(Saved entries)
----------

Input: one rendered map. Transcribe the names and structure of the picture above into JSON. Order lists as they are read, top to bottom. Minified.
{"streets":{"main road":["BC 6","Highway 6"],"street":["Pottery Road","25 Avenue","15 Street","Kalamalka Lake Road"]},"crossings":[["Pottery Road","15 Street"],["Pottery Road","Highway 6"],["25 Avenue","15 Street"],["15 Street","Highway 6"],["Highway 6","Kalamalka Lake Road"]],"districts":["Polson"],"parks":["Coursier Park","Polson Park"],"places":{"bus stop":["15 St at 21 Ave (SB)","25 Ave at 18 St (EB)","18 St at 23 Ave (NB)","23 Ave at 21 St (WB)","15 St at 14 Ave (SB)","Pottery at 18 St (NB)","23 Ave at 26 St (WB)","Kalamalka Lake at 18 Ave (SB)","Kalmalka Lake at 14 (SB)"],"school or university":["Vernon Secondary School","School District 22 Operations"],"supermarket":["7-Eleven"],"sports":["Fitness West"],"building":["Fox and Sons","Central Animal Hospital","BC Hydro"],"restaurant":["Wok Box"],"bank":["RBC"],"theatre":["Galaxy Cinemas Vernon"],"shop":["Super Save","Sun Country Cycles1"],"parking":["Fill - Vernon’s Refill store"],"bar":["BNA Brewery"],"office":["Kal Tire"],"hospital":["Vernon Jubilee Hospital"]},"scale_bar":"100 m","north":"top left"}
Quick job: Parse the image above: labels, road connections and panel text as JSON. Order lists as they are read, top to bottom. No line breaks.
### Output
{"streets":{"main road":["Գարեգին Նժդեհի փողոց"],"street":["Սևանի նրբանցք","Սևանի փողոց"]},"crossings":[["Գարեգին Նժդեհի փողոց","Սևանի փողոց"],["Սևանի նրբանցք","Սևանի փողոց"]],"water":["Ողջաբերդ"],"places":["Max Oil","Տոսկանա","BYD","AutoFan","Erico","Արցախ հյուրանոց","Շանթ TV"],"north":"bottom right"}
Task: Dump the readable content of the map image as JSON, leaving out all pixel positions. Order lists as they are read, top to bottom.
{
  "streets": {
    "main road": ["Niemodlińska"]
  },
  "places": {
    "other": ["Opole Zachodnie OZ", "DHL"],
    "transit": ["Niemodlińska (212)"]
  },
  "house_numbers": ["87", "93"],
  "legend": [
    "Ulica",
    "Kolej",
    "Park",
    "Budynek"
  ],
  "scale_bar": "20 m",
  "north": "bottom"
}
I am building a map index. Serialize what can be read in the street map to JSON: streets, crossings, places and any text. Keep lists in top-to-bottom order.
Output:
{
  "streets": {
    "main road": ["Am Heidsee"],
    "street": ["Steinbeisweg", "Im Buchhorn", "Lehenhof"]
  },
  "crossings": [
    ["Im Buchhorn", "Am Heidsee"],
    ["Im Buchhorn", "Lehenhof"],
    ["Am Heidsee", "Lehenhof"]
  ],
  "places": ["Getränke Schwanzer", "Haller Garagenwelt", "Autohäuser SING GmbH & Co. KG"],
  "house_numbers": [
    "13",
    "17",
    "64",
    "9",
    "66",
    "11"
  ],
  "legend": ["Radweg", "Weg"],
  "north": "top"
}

----------

** Your goal **
Set down exactly the lines beginning at the one that holds "Quick job: Parse" and ending with the last line of the data.

** Answer for this exercise **
Quick job: Parse the image above: labels, road connections and panel text as JSON. Order lists as they are read, top to bottom. No line breaks.
### Output
{"streets":{"main road":["Գարեգին Նժդեհի փողոց"],"street":["Սևանի նրբանցք","Սևանի փողոց"]},"crossings":[["Գարեգին Նժդեհի փողոց","Սևանի փողոց"],["Սևանի նրբանցք","Սևանի փողոց"]],"water":["Ողջաբերդ"],"places":["Max Oil","Տոսկանա","BYD","AutoFan","Erico","Արցախ հյուրանոց","Շանթ TV"],"north":"bottom right"}
Task: Dump the readable content of the map image as JSON, leaving out all pixel positions. Order lists as they are read, top to bottom.
{
  "streets": {
    "main road": ["Niemodlińska"]
  },
  "places": {
    "other": ["Opole Zachodnie OZ", "DHL"],
    "transit": ["Niemodlińska (212)"]
  },
  "house_numbers": ["87", "93"],
  "legend": [
    "Ulica",
    "Kolej",
    "Park",
    "Budynek"
  ],
  "scale_bar": "20 m",
  "north": "bottom"
}
I am building a map index. Serialize what can be read in the street map to JSON: streets, crossings, places and any text. Keep lists in top-to-bottom order.
Output:
{
  "streets": {
    "main road": ["Am Heidsee"],
    "street": ["Steinbeisweg", "Im Buchhorn", "Lehenhof"]
  },
  "crossings": [
    ["Im Buchhorn", "Am Heidsee"],
    ["Im Buchhorn", "Lehenhof"],
    ["Am Heidsee", "Lehenhof"]
  ],
  "places": ["Getränke Schwanzer", "Haller Garagenwelt", "Autohäuser SING GmbH & Co. KG"],
  "house_numbers": [
    "13",
    "17",
    "64",
    "9",
    "66",
    "11"
  ],
  "legend": ["Radweg", "Weg"],
  "north": "top"
}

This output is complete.